▶ TASK: Copy the opening lines of the listing exactly, through and including the line with "position:absolute; left:21px; top:954px;"; do not copy any pictures.

▶ DATA EXTRACT:
# # # # #

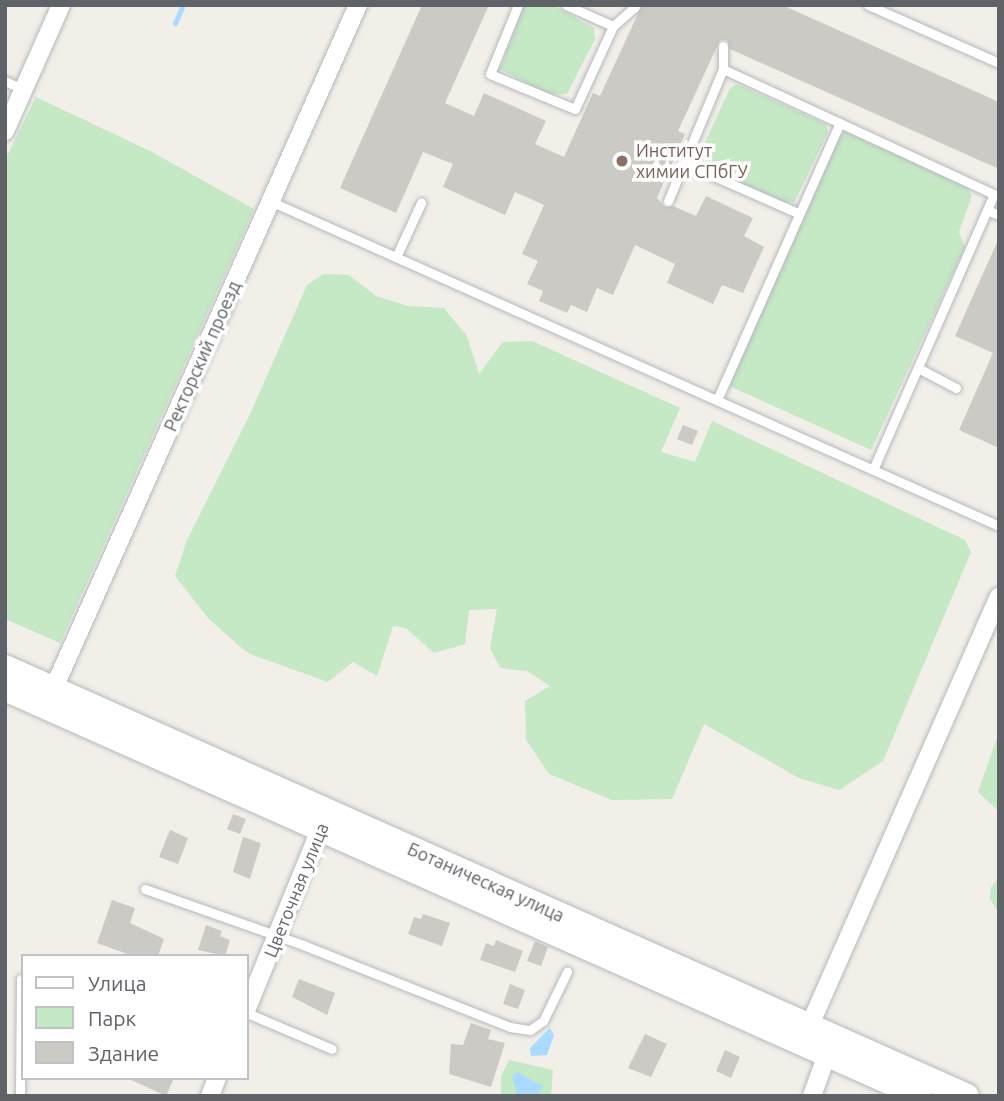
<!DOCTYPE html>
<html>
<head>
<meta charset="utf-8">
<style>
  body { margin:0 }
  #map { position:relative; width:1004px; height:1101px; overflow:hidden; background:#f1efe8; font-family:Ubuntu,sans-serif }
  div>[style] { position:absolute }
  .green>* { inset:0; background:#c5e8c5 }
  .water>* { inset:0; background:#aadaff }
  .stream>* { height:5px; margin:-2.5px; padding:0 2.5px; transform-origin:2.5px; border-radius:2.5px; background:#aadaff }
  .building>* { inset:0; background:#cccac5 }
  .roads { filter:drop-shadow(0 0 2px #b5b8bc) drop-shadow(0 0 2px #b5b8bc) }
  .lane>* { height:9px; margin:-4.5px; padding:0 4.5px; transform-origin:4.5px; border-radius:4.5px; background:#fff }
  .street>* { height:18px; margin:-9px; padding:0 9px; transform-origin:9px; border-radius:9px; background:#fff }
  .secondary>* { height:24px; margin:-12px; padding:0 12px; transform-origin:12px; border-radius:12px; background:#fff }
  .dots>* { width:19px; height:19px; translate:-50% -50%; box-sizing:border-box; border:4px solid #fff; border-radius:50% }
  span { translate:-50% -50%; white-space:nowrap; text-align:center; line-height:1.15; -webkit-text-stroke:7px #fff; paint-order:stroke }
  .education-label { font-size:18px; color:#785e54 }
  .left { translate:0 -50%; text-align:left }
  .street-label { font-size:18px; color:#5f6368 }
  .frame { position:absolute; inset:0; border:7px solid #5f6368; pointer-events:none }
  .legend { position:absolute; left:21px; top:954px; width:228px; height:126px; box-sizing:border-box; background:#fff; border:2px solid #bfc1c3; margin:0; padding:9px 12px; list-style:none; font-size:21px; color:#5f6368 }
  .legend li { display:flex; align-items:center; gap:14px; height:35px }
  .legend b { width:35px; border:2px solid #bfc1c3 }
</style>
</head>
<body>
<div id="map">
  <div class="green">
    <div style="clip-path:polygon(524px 5px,553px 5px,594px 28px,595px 39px,567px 94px,548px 94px,500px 69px)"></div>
    <div style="clip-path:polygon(737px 84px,826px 124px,828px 132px,794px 203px,782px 202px,711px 170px,702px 160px,702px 149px,730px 88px)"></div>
    <div style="clip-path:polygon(36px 97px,152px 152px,254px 209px,60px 643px,5px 619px,5px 160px)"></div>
    <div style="clip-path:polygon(846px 132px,965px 184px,972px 196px,959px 232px,965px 247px,871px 450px,729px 386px,838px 138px)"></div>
    <div style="clip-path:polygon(324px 274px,349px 275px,376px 296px,408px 306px,444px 308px,467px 336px,479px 374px,503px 342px,532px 341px,680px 408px,661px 452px,695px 462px,712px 421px,965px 540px,971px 552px,883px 761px,839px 790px,799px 778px,704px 724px,672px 799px,612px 800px,549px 774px,526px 740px,525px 701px,550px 686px,527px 671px,500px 668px,490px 648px,497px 609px,469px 610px,465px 644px,434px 653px,406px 628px,393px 626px,377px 676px,353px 662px,328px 682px,250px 654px,238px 645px,208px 618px,175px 576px,187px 540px,250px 414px,307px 285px)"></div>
    <div style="clip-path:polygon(999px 732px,999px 812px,978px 792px)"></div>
    <div style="clip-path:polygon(999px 878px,999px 914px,990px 899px,991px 887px)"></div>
    <div style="clip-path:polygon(509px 1060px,553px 1070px,551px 1096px,537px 1096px,542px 1086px,524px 1079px,515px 1089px,517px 1096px,501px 1096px,501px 1076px)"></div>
  </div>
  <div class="water">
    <div style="clip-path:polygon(550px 1028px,554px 1035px,547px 1055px,531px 1056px,530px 1048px)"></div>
    <div style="clip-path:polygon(517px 1072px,543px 1086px,537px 1096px,517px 1096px,512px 1075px)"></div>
  </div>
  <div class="stream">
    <div style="left:175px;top:23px;width:20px;rotate:-66deg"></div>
  </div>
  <div class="building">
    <div style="clip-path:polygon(422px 5px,489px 5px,445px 103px,474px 116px,484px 93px,546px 121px,535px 144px,564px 157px,593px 93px,600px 96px,642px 5px,782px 5px,999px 102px,999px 169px,730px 49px,727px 40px,720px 40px,678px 131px,685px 134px,657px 198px,665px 207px,673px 206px,696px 216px,706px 196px,753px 218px,744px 236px,764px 247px,743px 293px,722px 285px,713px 304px,667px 283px,675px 264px,635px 245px,613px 295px,597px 288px,587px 312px,571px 305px,567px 313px,539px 301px,543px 291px,527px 284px,538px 261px,522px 254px,544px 205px,515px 192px,505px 215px,443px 187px,453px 164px,423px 152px,396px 213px,340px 188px)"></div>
    <div style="clip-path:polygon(999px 238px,999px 448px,959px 430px,993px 353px,955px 336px)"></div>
    <div style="clip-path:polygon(683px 425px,698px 431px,692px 445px,677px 439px)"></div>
    <div style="clip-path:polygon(233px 814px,246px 819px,240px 834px,227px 829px)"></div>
    <div style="clip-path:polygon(170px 830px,188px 838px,178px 864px,159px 857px)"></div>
    <div style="clip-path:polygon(243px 837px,261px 843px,250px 879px,233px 872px)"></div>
    <div style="clip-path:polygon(112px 900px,135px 908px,130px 923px,164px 939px,158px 956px,133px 956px,97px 943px)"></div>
    <div style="clip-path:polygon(423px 914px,450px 923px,442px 946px,408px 934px,414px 917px,421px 919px)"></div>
    <div style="clip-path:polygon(206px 925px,222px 931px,220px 936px,230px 940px,225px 956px,198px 950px)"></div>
    <div style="clip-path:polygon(496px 940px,523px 951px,515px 972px,480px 960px,486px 943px,494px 946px)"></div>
    <div style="clip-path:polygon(535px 941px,548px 947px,541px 966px,527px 961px)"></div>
    <div style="clip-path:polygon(299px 979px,335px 993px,327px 1015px,292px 997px)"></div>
    <div style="clip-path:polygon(510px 984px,525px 990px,518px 1009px,503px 1004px)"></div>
    <div style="clip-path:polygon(471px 1023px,491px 1030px,488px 1039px,505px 1043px,491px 1087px,449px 1074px,451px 1044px,463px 1045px)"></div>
    <div style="clip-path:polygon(645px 1034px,667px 1044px,651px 1077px,628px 1068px)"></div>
    <div style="clip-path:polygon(725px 1050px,740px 1057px,731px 1078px,716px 1071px)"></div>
    <div style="clip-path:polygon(127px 1078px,174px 1078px,166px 1096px)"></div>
  </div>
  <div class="roads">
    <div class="lane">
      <div style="left:518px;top:5px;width:74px;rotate:112.1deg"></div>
      <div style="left:490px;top:74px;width:92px;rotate:22.4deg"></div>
      <div style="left:575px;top:109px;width:91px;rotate:-65.4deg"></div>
      <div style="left:613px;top:26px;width:29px;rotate:-41deg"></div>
      <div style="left:566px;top:5px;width:51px;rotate:24.1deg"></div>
      <div style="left:868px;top:5px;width:143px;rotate:23.9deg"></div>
      <div style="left:723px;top:46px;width:23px;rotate:90deg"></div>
      <div style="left:723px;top:69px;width:298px;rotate:24.8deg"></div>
      <div style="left:994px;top:194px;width:301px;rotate:113.7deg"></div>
      <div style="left:5px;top:81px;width:21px;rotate:25deg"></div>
      <div style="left:684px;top:163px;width:124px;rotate:23.7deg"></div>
      <div style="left:270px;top:201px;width:798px;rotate:24.03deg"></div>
      <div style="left:668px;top:201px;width:143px;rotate:-67.4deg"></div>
      <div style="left:987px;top:210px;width:13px;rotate:23deg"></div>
      <div style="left:396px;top:257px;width:60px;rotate:-65.2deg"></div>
      <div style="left:918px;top:368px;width:43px;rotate:27.8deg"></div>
      <div style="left:717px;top:400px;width:303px;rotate:-66.1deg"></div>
      <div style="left:145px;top:889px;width:168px;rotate:19.5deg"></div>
      <div style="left:303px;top:945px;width:223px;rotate:21.6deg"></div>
      <div style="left:510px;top:1027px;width:20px;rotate:9deg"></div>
      <div style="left:530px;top:1030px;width:16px;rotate:-35deg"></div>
      <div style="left:543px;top:1021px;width:55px;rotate:-63.9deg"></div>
      <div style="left:247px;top:1013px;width:92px;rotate:23deg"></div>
      <div style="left:20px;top:1096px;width:117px;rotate:-89.5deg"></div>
    </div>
    <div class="street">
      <div style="left:5px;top:131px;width:138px;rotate:-66deg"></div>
      <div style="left:49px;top:699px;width:760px;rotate:-66deg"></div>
      <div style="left:247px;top:1008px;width:203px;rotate:-67.7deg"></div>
      <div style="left:805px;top:1036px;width:480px;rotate:-66.2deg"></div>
      <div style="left:210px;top:1096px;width:19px;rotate:-69deg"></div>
      <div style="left:812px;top:1096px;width:53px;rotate:-70.2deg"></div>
    </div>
    <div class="secondary">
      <div style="left:5px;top:667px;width:1053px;rotate:24.03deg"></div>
      <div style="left:5px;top:689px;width:1001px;rotate:23.98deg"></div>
    </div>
  </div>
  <div class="dots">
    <div style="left:622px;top:161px;background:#8d6e63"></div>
  </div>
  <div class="education-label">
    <span class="left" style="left:636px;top:161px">Институт<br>химии СПбГУ</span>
  </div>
  <div class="street-label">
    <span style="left:202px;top:356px;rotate:-66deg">Ректорский проезд</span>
    <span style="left:486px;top:882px;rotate:24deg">Ботаническая улица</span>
    <span style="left:296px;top:890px;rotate:-68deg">Цветочная улица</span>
  </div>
  <div class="frame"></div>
  <ul class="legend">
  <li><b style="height:9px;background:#fff"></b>Улица</li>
  <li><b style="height:19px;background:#c5e8c5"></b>Парк</li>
  <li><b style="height:19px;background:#cccac5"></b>Здание</li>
  </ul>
</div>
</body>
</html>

# # # # #

▶ WRITTEN RESPONSE:
<!DOCTYPE html>
<html>
<head>
<meta charset="utf-8">
<style>
  body { margin:0 }
  #map { position:relative; width:1004px; height:1101px; overflow:hidden; background:#f1efe8; font-family:Ubuntu,sans-serif }
  div>[style] { position:absolute }
  .green>* { inset:0; background:#c5e8c5 }
  .water>* { inset:0; background:#aadaff }
  .stream>* { height:5px; margin:-2.5px; padding:0 2.5px; transform-origin:2.5px; border-radius:2.5px; background:#aadaff }
  .building>* { inset:0; background:#cccac5 }
  .roads { filter:drop-shadow(0 0 2px #b5b8bc) drop-shadow(0 0 2px #b5b8bc) }
  .lane>* { height:9px; margin:-4.5px; padding:0 4.5px; transform-origin:4.5px; border-radius:4.5px; background:#fff }
  .street>* { height:18px; margin:-9px; padding:0 9px; transform-origin:9px; border-radius:9px; background:#fff }
  .secondary>* { height:24px; margin:-12px; padding:0 12px; transform-origin:12px; border-radius:12px; background:#fff }
  .dots>* { width:19px; height:19px; translate:-50% -50%; box-sizing:border-box; border:4px solid #fff; border-radius:50% }
  span { translate:-50% -50%; white-space:nowrap; text-align:center; line-height:1.15; -webkit-text-stroke:7px #fff; paint-order:stroke }
  .education-label { font-size:18px; color:#785e54 }
  .left { translate:0 -50%; text-align:left }
  .street-label { font-size:18px; color:#5f6368 }
  .frame { position:absolute; inset:0; border:7px solid #5f6368; pointer-events:none }
  .legend { position:absolute; left:21px; top:954px; width:228px; height:126px; box-sizing:border-box; background:#fff; border:2px solid #bfc1c3; margin:0; padding:9px 12px; list-style:none; font-size:21px; color:#5f6368 }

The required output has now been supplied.